**EXERCISE OBJECTIVE:** The answer must consist of each line below that contains the string "lists".

(Stored entries)
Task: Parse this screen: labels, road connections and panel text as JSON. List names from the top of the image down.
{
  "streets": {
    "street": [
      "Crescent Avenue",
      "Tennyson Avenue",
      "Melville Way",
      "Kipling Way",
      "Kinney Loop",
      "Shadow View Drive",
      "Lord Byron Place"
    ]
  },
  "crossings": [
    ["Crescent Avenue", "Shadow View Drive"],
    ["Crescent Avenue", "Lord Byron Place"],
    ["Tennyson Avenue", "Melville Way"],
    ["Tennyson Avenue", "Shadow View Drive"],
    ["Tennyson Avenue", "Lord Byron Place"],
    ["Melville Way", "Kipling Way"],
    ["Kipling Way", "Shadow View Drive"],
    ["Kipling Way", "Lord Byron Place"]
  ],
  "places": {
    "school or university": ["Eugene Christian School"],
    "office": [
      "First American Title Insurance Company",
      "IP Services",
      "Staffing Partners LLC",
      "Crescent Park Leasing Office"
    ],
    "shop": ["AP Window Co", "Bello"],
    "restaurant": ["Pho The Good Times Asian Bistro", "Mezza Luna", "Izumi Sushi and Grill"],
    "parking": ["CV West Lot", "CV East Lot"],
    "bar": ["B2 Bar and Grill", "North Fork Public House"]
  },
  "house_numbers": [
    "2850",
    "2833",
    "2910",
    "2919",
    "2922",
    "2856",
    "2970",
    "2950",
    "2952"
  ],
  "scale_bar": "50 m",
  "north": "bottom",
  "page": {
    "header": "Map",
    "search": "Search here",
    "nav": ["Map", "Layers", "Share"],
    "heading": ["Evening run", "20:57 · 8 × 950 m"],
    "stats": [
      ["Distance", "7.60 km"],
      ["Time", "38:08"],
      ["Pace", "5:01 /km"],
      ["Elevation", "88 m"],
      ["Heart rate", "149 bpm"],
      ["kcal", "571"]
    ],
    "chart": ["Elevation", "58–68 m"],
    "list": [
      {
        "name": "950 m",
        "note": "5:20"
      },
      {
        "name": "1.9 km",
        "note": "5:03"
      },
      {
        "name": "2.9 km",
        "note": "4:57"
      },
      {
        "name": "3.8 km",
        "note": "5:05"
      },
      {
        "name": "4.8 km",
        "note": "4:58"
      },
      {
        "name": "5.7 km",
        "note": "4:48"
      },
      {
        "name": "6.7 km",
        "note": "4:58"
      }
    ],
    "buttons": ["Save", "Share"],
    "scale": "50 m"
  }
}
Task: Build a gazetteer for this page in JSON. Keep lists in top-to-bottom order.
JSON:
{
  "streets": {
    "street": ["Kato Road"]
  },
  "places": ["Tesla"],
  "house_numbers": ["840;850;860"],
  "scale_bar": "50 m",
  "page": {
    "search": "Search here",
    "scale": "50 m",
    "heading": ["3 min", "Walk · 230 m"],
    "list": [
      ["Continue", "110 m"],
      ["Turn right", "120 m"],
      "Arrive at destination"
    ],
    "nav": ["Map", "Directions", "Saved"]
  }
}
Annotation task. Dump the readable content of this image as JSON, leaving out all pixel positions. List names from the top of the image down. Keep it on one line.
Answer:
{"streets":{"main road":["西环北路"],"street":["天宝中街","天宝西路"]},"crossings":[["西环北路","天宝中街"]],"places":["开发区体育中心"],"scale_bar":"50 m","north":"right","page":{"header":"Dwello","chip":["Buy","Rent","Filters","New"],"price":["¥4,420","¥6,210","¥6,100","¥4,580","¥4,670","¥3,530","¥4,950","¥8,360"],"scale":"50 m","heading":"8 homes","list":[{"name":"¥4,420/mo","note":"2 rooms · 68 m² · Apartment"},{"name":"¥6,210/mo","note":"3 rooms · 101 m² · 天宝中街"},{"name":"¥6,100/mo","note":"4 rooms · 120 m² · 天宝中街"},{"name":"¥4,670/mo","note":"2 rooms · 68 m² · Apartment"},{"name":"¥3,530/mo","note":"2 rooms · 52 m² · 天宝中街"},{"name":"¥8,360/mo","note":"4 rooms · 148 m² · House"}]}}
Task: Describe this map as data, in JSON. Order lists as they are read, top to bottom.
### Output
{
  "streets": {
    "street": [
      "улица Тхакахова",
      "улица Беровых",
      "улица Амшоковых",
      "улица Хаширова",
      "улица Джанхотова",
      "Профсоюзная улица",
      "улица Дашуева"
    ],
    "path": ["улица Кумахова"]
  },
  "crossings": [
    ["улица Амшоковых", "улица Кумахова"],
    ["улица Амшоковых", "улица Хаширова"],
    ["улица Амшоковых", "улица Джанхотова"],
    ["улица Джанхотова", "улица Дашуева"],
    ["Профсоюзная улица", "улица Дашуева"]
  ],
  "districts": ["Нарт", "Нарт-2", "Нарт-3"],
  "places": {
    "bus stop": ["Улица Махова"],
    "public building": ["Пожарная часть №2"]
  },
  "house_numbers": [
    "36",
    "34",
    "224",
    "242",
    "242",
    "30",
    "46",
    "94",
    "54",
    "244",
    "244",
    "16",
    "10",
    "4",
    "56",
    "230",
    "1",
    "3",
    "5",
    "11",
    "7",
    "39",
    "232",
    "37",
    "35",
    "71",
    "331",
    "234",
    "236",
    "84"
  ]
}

**ANSWER BELOW:**
Task: Build a gazetteer for this page in JSON. Keep lists in top-to-bottom order.
Task: Describe this map as data, in JSON. Order lists as they are read, top to bottom.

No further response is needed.